Corbett to unveil plan to sell state liquor stores — or thereabouts
HARRISBURG — Gov. Tom Corbett on Wednesday will announce a “full privatization” plan to sell the state liquor stores, but fellow Republican leaders already are raising concerns with his plan to raise $1 billion for transportation, education or reducing state pension liabilities.
“I suspect that'll be the discussion in the General Assembly, and everybody will have their perspective on that. But first our plan will be laid out,” Corbett said during an unrelated appearance in Moon. He will discuss his liquor plan Downtown.
Senate President Pro Tempore Joe Scarnati, R-Jefferson County, told reporters he wants to look at “modernization” of the existing system and expressed concerns about access in rural areas if the state stores are sold.
House Speaker Sam Smith, R-Punxsutawney, said he believes the House might be interested in a hybrid plan that would not involve sale of the state system in one shot.
“You're seeing some real differences and opinions within Republican leadership on what is an acceptable end product,” said Christopher Borick, a political science professor at Muhlenberg College in Allentown.
Corbett's spokesman Kevin Harley said it will be “a bold plan that encompasses what the governor has been saying for two years: that the state should not be in the business of selling wine and spirits and consumers should have the same choices they do in 48 other states.”
Only Utah controls retail and wholesale wine and spirit sales like Pennsylvania.
Supporters of a full privatization plan want government out of the liquor business, said Nathan Benefield, policy analyst for the Commonwealth Foundation.

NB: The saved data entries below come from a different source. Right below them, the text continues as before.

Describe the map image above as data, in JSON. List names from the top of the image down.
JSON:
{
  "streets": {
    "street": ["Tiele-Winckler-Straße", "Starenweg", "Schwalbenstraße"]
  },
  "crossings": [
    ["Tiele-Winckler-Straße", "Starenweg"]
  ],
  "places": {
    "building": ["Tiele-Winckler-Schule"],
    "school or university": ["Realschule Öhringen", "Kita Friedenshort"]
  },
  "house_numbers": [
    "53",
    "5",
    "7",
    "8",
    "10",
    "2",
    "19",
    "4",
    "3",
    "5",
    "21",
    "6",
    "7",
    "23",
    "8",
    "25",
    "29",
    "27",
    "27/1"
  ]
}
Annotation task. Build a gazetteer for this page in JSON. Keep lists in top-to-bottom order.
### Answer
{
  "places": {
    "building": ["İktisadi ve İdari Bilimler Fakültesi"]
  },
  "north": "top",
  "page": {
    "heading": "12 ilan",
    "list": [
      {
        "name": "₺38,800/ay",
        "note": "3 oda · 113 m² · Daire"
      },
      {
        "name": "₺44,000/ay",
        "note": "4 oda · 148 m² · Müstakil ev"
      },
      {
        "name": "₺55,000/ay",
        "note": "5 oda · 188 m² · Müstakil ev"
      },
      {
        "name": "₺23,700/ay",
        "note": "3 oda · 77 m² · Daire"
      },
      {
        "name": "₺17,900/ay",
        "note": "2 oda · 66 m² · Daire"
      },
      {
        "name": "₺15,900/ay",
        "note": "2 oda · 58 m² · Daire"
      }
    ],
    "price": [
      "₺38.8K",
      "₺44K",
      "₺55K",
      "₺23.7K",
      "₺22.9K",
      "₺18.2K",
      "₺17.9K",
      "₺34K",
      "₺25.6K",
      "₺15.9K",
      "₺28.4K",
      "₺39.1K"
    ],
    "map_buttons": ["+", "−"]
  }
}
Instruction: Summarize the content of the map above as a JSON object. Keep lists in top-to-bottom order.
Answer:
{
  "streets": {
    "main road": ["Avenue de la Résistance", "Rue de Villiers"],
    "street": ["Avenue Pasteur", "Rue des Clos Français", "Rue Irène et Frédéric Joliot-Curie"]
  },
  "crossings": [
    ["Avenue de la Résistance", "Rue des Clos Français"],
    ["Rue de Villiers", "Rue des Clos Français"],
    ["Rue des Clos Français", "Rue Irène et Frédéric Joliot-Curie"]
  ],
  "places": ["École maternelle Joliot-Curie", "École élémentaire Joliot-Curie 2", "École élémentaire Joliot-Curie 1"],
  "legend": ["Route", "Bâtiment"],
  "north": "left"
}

“I expect the plan would go a step further than legislation discussed last session from a convenience perspective and allow consumers to pick up their bread, beer and Bordeaux in one trip,” he said.
Smith said one example of a hybrid that might find support would allow people to buy beer and wine in groceries while state stores sell liquor.
“We have a system today that is not perfect, but it works,” said Smith. He suggested changes would be phased in.
Scarnati objected to linking sale of the liquor stores to a transportation funding plan that would likely have bipartisan support.
“I don't think I'm linking,” Corbett said. “Maybe the people who make the votes and stuff are linking. I would tell Joe (Scarnati), if he were here, ‘Joe, I'm not linking, you guys are.'”
A Republican senator from Bucks County on Tuesday reintroduced legislation that would allow beer retailers to purchase a special license to sell wine and spirits. The new license would allow a greater number of retailers to sell liquor without changing the wholesale purchasing system.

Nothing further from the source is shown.